# Agricultural Aid Monitoring Workflow - Modular Version

This notebook demonstrates the complete agricultural monitoring workflow using the modularized package structure.

## Overview
The workflow has been modularized into:
- **`agricultural_monitoring.config`** - Configuration and settings
- **`agricultural_monitoring.models`** - Data models and schemas
- **`agricultural_monitoring.extractors`** - Web content extraction
- **`agricultural_monitoring.processors`** - LLM processing and filtering
- **`agricultural_monitoring.workflows`** - Complete monitoring workflows
- **`agricultural_monitoring.monitoring`** - LangSmith observability

## 1. Setup and Imports

In [1]:
# Core imports
import sys
from pathlib import Path

# Add project root to path
project_root = Path().resolve()
if str(project_root) not in sys.path:
    sys.path.insert(0, str(project_root))

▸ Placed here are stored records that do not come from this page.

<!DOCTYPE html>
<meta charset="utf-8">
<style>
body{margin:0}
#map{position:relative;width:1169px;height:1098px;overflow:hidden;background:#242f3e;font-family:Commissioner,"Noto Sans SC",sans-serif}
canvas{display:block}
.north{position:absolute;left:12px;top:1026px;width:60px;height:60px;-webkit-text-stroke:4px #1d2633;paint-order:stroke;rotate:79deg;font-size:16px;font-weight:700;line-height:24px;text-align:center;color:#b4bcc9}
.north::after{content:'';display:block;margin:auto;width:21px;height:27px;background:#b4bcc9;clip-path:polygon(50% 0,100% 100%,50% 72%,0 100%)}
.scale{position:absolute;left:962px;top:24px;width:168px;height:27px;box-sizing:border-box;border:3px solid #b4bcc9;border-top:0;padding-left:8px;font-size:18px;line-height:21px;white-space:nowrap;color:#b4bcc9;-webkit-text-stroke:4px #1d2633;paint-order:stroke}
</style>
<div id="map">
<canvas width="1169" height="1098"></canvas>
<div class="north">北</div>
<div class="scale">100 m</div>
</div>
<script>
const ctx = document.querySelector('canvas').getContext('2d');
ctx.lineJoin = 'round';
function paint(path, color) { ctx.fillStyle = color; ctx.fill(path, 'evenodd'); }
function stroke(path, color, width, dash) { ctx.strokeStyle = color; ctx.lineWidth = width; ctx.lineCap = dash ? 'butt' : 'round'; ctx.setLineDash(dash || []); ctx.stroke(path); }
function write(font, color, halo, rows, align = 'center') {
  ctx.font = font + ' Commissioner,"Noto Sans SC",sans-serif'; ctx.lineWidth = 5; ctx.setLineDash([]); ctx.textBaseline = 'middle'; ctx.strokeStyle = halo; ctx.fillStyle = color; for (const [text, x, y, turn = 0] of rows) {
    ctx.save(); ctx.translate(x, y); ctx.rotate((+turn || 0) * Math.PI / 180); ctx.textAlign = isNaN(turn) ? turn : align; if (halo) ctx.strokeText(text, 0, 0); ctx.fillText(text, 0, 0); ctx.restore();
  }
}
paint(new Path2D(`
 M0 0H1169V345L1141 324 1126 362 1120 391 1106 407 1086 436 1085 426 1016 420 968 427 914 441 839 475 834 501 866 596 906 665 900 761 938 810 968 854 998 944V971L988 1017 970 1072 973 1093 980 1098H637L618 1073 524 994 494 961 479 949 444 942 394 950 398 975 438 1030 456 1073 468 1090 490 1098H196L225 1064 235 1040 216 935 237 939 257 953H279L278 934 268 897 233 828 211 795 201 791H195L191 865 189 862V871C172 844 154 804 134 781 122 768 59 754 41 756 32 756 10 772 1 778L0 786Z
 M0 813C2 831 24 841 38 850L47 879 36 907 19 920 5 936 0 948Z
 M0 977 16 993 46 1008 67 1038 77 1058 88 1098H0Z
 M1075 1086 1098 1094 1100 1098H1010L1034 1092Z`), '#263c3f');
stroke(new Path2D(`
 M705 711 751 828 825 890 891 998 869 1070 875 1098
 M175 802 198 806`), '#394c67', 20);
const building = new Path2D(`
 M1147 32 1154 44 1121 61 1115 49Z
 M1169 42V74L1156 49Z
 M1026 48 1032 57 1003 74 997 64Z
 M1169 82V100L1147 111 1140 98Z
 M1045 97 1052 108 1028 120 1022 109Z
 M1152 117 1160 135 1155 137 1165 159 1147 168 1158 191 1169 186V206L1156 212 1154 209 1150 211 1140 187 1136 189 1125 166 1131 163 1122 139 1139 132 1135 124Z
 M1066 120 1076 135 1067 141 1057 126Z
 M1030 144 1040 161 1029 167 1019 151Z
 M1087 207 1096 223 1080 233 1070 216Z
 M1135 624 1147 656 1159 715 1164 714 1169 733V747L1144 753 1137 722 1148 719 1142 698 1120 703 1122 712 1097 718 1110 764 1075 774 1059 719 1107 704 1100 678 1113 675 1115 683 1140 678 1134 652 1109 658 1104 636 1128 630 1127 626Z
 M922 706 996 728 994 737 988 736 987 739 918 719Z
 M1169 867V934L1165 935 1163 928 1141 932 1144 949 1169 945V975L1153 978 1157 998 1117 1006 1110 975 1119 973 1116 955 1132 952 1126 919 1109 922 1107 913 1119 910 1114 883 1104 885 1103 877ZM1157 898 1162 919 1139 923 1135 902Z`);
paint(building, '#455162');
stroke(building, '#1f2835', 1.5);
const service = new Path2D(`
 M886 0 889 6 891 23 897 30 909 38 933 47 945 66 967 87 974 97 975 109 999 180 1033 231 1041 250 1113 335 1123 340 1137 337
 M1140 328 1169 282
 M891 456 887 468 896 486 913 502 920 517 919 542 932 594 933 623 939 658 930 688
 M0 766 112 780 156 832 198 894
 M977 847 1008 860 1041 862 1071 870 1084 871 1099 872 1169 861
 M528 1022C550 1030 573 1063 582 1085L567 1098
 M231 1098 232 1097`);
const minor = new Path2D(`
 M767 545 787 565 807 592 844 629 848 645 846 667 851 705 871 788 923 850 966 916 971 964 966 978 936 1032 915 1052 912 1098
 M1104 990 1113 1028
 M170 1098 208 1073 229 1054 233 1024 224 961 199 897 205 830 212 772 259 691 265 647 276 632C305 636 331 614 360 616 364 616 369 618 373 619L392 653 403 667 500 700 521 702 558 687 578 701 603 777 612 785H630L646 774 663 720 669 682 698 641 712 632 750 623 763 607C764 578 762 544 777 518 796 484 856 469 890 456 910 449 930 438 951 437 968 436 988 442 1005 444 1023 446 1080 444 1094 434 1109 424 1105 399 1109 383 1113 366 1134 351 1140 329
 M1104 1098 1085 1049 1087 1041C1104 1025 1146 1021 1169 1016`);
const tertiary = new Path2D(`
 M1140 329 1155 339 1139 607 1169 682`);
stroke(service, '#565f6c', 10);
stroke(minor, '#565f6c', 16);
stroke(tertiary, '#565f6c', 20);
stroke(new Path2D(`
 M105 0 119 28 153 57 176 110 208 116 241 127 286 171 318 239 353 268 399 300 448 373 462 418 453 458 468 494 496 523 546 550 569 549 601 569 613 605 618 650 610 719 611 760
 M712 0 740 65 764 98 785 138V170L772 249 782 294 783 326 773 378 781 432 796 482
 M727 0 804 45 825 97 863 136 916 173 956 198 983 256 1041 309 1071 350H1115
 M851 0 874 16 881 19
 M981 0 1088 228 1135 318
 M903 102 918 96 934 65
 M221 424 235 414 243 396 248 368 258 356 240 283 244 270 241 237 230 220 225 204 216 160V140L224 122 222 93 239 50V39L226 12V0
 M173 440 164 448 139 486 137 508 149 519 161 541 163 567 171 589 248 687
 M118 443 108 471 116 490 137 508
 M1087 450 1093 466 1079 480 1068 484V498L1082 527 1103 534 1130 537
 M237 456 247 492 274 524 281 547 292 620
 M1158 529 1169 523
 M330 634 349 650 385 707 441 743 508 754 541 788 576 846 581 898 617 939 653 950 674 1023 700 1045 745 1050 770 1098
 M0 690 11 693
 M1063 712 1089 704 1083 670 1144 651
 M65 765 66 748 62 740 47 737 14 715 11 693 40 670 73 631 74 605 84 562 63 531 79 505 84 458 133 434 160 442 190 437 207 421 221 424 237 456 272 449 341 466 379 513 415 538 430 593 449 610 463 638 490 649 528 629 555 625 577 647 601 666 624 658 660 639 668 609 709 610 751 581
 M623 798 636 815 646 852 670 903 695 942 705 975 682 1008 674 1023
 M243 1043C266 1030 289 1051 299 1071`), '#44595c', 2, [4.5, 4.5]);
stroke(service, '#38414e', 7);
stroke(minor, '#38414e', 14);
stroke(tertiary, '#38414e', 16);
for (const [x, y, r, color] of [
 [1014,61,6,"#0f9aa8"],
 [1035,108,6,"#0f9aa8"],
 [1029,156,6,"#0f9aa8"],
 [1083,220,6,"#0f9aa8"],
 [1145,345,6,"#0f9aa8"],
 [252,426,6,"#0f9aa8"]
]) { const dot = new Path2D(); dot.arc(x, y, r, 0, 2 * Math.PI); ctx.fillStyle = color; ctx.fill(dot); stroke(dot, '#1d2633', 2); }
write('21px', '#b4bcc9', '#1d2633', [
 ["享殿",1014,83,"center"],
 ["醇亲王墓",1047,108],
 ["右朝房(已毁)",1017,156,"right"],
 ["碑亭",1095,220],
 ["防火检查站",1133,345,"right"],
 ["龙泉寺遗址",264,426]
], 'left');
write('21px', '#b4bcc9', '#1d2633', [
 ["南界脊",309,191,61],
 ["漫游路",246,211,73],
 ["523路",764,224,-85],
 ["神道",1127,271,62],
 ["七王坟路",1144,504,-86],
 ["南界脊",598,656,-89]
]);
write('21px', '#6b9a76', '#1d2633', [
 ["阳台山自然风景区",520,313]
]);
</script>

from agricultural_monitoring.config.settings import TARGET_URLS, setup_langfuse
from agricultural_monitoring.monitoring import run_monitored_workflow, LangfuseAnalyzer

# Setup environment
langfuse_enabled = setup_langfuse()

print("✅ Modular agricultural monitoring package loaded")
print(f"✅ Langfuse tracing: {'enabled' if langfuse_enabled else 'disabled'}")
print(f"✅ Target URLs: {len(TARGET_URLS)} configured")

# Display target URLs
for i, url in enumerate(TARGET_URLS, 1):
    print(f"   {i}. {url}")

* 'schema_extra' has been renamed to 'json_schema_extra'


✅ Modular agricultural monitoring package loaded
✅ Langfuse tracing: enabled
✅ Target URLs: 3 configured
   1. https://agriculture.gouv.fr/mots-cles/aides
   2. https://ain-rhone.msa.fr/lfp/soutien-exploitant
   3. https://www.franceagrimer.fr/rechercher-une-aide


In [2]:
precision_prompt = """
You are an expert evaluator. You will be given two lists of articles. Each article is represented by a title (and optionally, a short description). Your task is to compare the first list to the second list, and determine the number of articles in list 1 that actually appear in list 2.

Rules:
	1.	Ignore differences in punctuation or minor whitespace.
	2.	Do not count duplicates multiple times — each article should be counted at most once.
	3.	Return only the number of matching articles as an integer.
    4.  source_url has to be exact match, the rest of atributes have to be close but not exactly the same.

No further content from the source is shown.